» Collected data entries

BEGIN

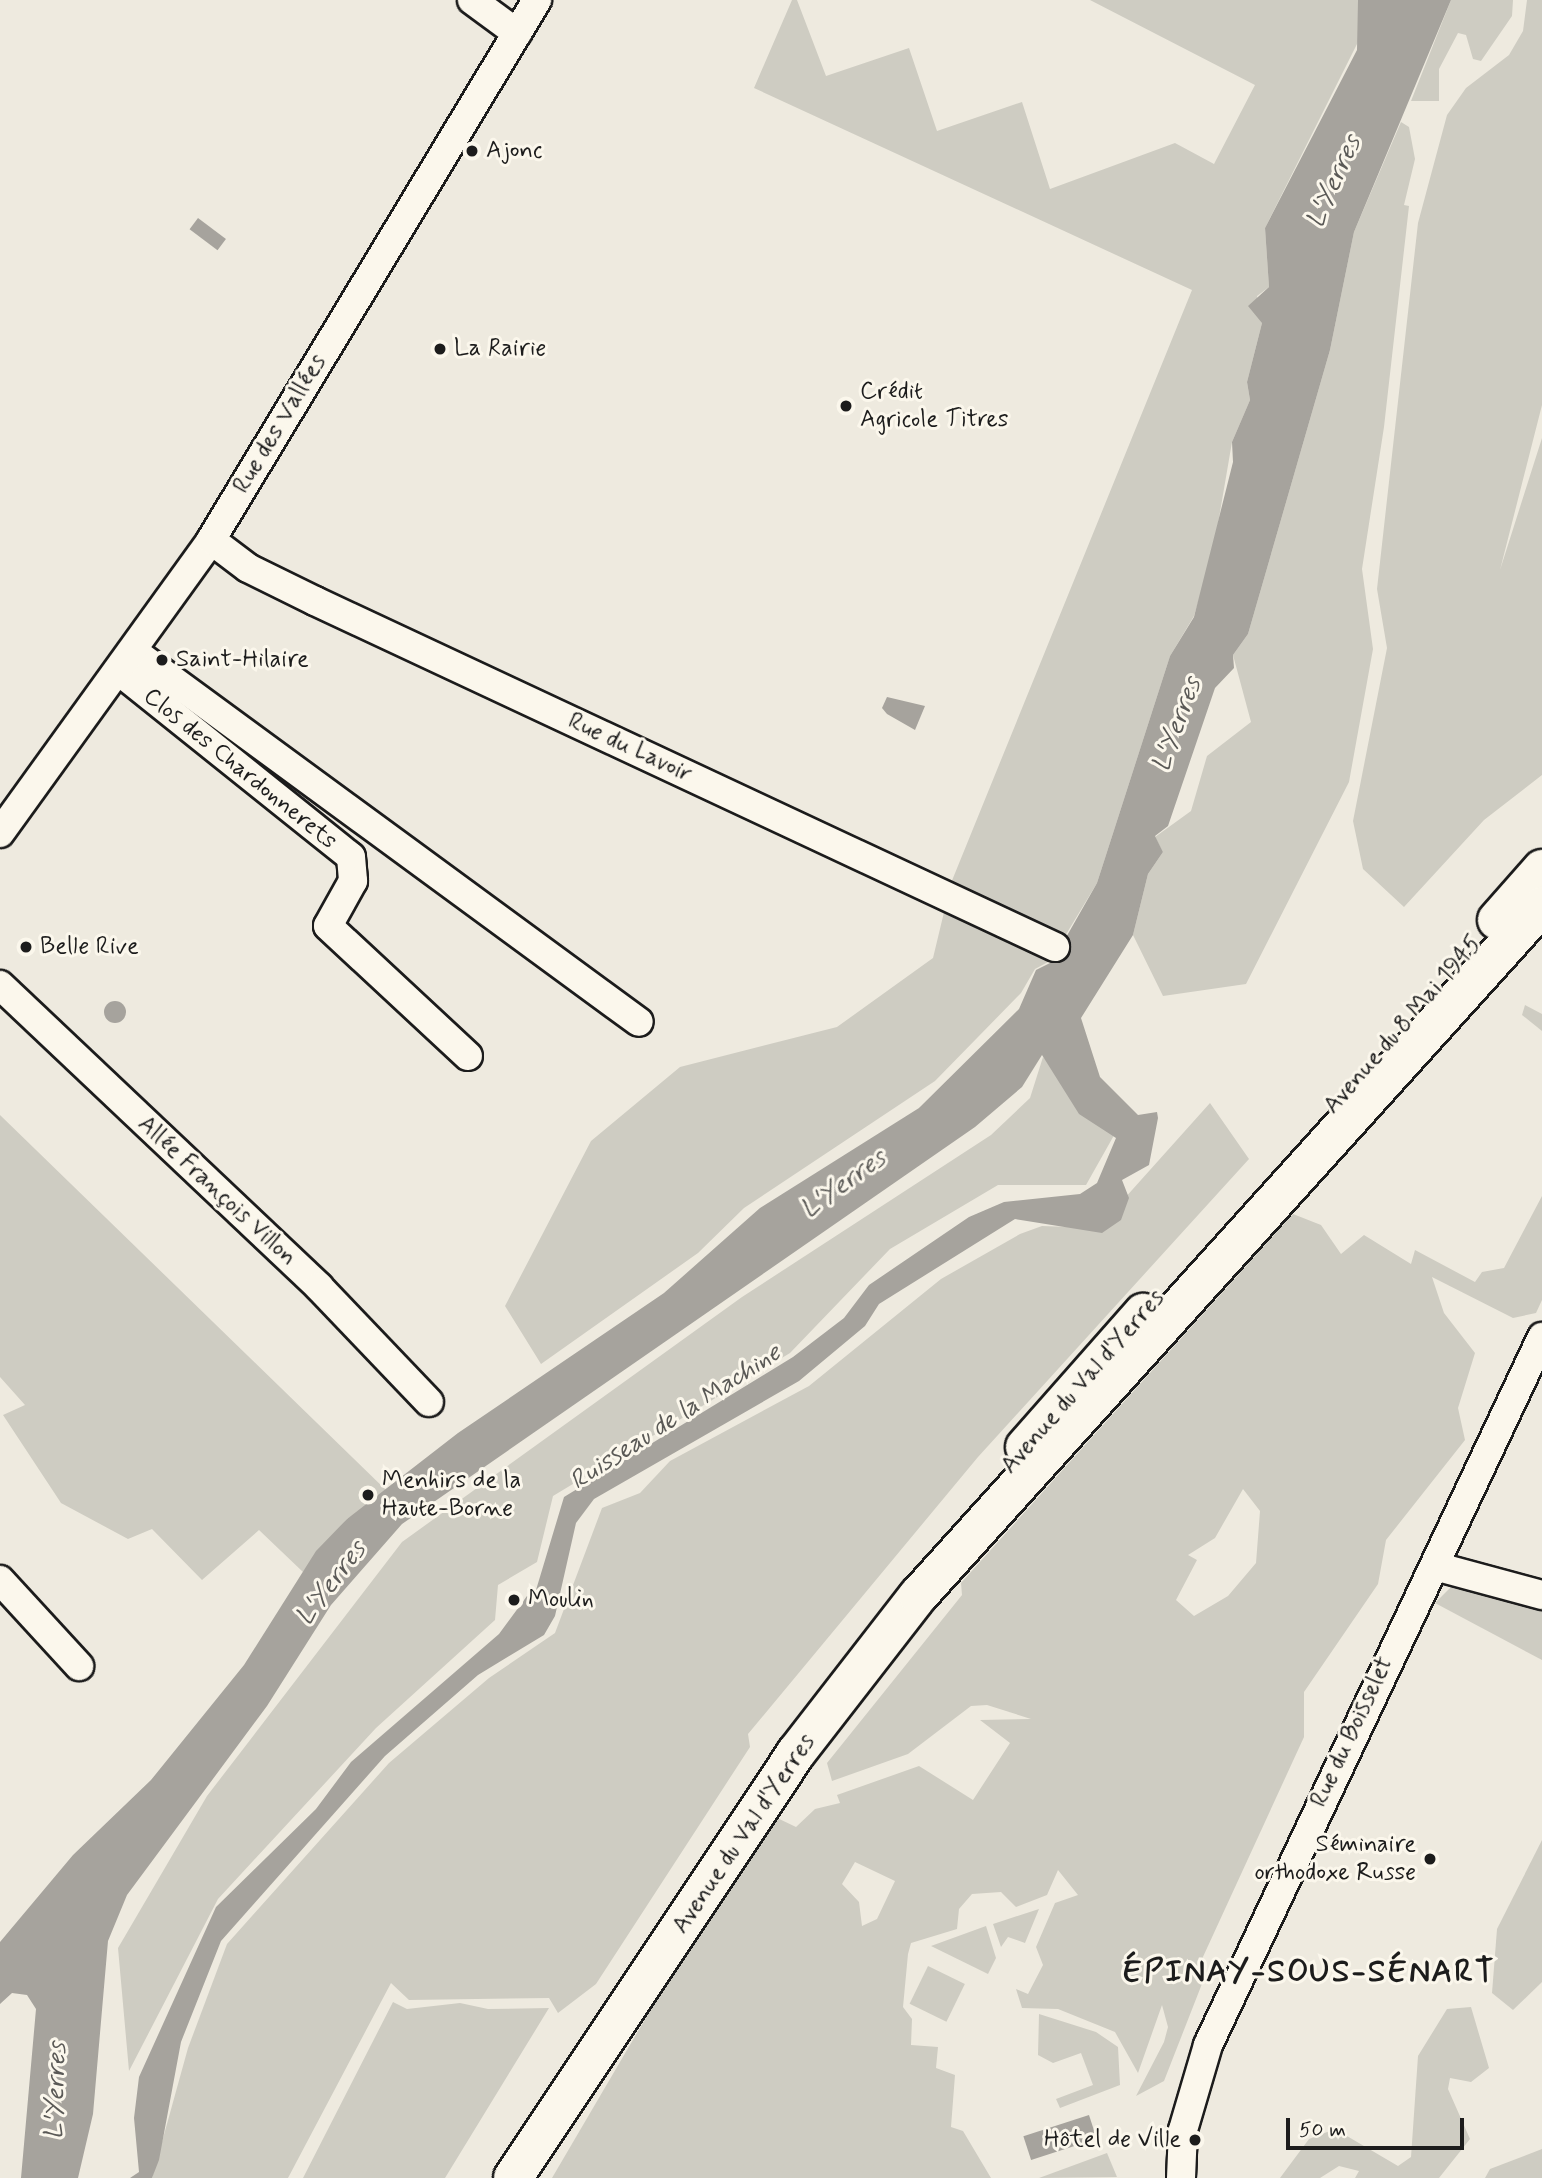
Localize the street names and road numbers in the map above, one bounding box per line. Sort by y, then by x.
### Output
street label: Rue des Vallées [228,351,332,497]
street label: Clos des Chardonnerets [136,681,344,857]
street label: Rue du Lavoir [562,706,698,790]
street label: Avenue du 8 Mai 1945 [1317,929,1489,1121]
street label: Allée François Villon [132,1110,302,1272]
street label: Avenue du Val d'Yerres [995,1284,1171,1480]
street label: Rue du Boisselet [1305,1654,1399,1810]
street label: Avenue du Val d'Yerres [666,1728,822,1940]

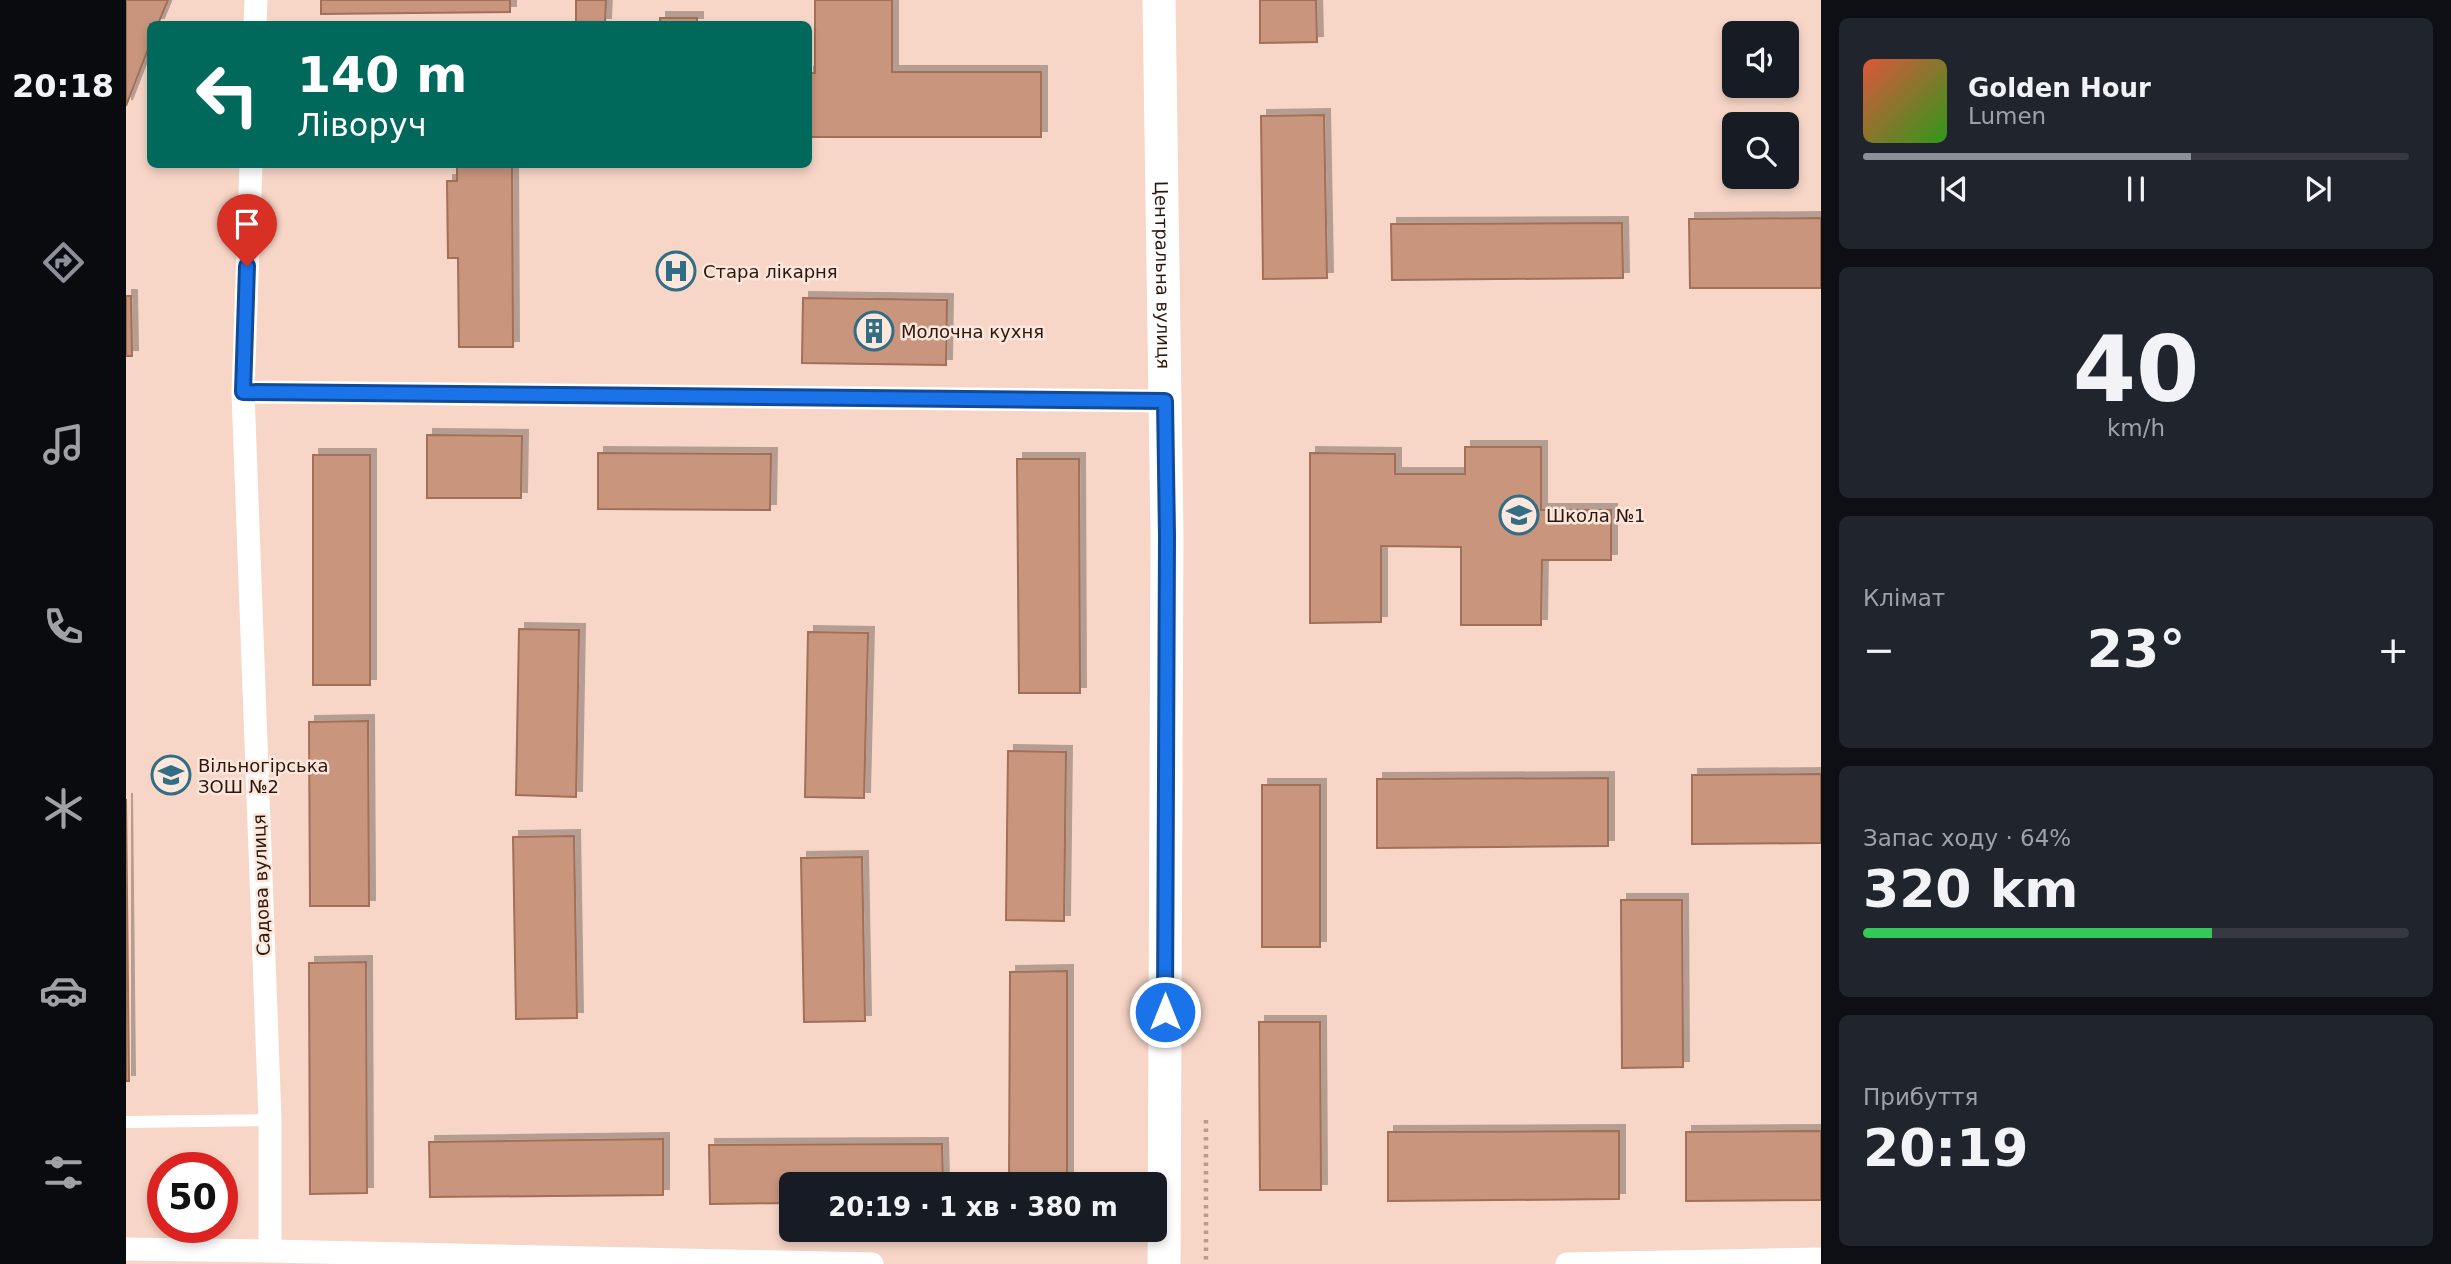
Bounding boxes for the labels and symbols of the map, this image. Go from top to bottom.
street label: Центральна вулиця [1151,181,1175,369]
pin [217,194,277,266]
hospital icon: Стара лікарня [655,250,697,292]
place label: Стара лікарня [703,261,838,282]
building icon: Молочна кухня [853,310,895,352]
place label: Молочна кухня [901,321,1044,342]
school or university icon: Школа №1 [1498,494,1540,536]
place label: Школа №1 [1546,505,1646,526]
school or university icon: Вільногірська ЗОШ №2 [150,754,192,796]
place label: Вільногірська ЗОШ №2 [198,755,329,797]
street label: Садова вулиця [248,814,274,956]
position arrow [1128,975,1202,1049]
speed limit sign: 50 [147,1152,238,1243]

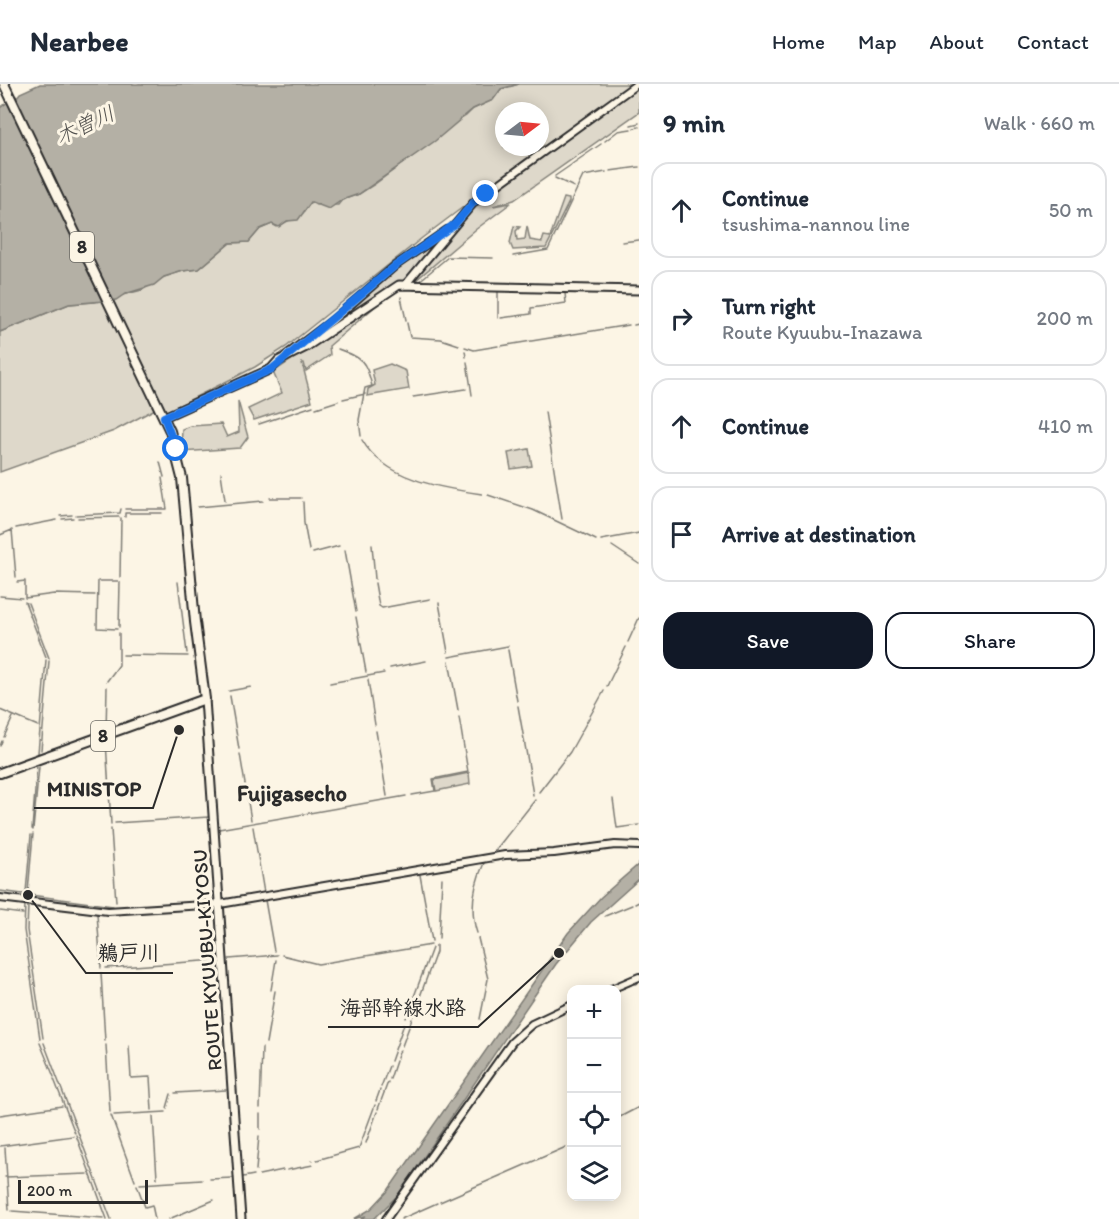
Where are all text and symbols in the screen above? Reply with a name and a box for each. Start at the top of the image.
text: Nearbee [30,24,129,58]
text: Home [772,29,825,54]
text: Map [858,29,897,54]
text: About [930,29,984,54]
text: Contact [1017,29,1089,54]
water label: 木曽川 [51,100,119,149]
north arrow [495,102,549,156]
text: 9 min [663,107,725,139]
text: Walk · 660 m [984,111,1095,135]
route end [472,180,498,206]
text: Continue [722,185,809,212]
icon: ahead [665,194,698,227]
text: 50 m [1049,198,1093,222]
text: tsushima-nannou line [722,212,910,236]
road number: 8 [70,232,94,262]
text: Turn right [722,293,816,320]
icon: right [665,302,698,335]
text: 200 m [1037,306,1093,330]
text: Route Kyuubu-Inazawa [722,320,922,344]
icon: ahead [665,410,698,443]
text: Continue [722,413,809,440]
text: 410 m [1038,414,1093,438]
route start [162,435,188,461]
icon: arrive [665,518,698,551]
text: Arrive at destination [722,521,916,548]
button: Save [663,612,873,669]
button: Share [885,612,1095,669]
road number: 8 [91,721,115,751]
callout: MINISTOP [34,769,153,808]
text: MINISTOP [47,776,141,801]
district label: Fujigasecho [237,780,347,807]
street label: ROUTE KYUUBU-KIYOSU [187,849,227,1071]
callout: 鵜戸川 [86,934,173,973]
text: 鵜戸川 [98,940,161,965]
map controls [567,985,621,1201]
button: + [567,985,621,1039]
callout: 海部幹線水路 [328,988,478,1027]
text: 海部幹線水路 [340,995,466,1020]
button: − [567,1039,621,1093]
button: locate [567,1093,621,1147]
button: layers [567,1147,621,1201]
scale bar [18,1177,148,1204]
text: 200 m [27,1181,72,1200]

END

» Task to complete
Each entry above should be copied word for word, with the images omitted.

» Exercise result
Localize the street names and road numbers in the map above, one bounding box per line. Sort by y, then by x.
### Output
street label: Rue des Vallées [228,351,332,497]
street label: Clos des Chardonnerets [136,681,344,857]
street label: Rue du Lavoir [562,706,698,790]
street label: Avenue du 8 Mai 1945 [1317,929,1489,1121]
street label: Allée François Villon [132,1110,302,1272]
street label: Avenue du Val d'Yerres [995,1284,1171,1480]
street label: Rue du Boisselet [1305,1654,1399,1810]
street label: Avenue du Val d'Yerres [666,1728,822,1940]

Bounding boxes for the labels and symbols of the map, this image. Go from top to bottom.
street label: Центральна вулиця [1151,181,1175,369]
pin [217,194,277,266]
hospital icon: Стара лікарня [655,250,697,292]
place label: Стара лікарня [703,261,838,282]
building icon: Молочна кухня [853,310,895,352]
place label: Молочна кухня [901,321,1044,342]
school or university icon: Школа №1 [1498,494,1540,536]
place label: Школа №1 [1546,505,1646,526]
school or university icon: Вільногірська ЗОШ №2 [150,754,192,796]
place label: Вільногірська ЗОШ №2 [198,755,329,797]
street label: Садова вулиця [248,814,274,956]
position arrow [1128,975,1202,1049]
speed limit sign: 50 [147,1152,238,1243]

Where are all text and symbols in the screen above? Reply with a name and a box for each. Start at the top of the image.
text: Nearbee [30,24,129,58]
text: Home [772,29,825,54]
text: Map [858,29,897,54]
text: About [930,29,984,54]
text: Contact [1017,29,1089,54]
water label: 木曽川 [51,100,119,149]
north arrow [495,102,549,156]
text: 9 min [663,107,725,139]
text: Walk · 660 m [984,111,1095,135]
route end [472,180,498,206]
text: Continue [722,185,809,212]
icon: ahead [665,194,698,227]
text: 50 m [1049,198,1093,222]
text: tsushima-nannou line [722,212,910,236]
road number: 8 [70,232,94,262]
text: Turn right [722,293,816,320]
icon: right [665,302,698,335]
text: 200 m [1037,306,1093,330]
text: Route Kyuubu-Inazawa [722,320,922,344]
icon: ahead [665,410,698,443]
text: Continue [722,413,809,440]
text: 410 m [1038,414,1093,438]
route start [162,435,188,461]
icon: arrive [665,518,698,551]
text: Arrive at destination [722,521,916,548]
button: Save [663,612,873,669]
button: Share [885,612,1095,669]
road number: 8 [91,721,115,751]
callout: MINISTOP [34,769,153,808]
text: MINISTOP [47,776,141,801]
district label: Fujigasecho [237,780,347,807]
street label: ROUTE KYUUBU-KIYOSU [187,849,227,1071]
callout: 鵜戸川 [86,934,173,973]
text: 鵜戸川 [98,940,161,965]
map controls [567,985,621,1201]
button: + [567,985,621,1039]
callout: 海部幹線水路 [328,988,478,1027]
text: 海部幹線水路 [340,995,466,1020]
button: − [567,1039,621,1093]
button: locate [567,1093,621,1147]
button: layers [567,1147,621,1201]
scale bar [18,1177,148,1204]
text: 200 m [27,1181,72,1200]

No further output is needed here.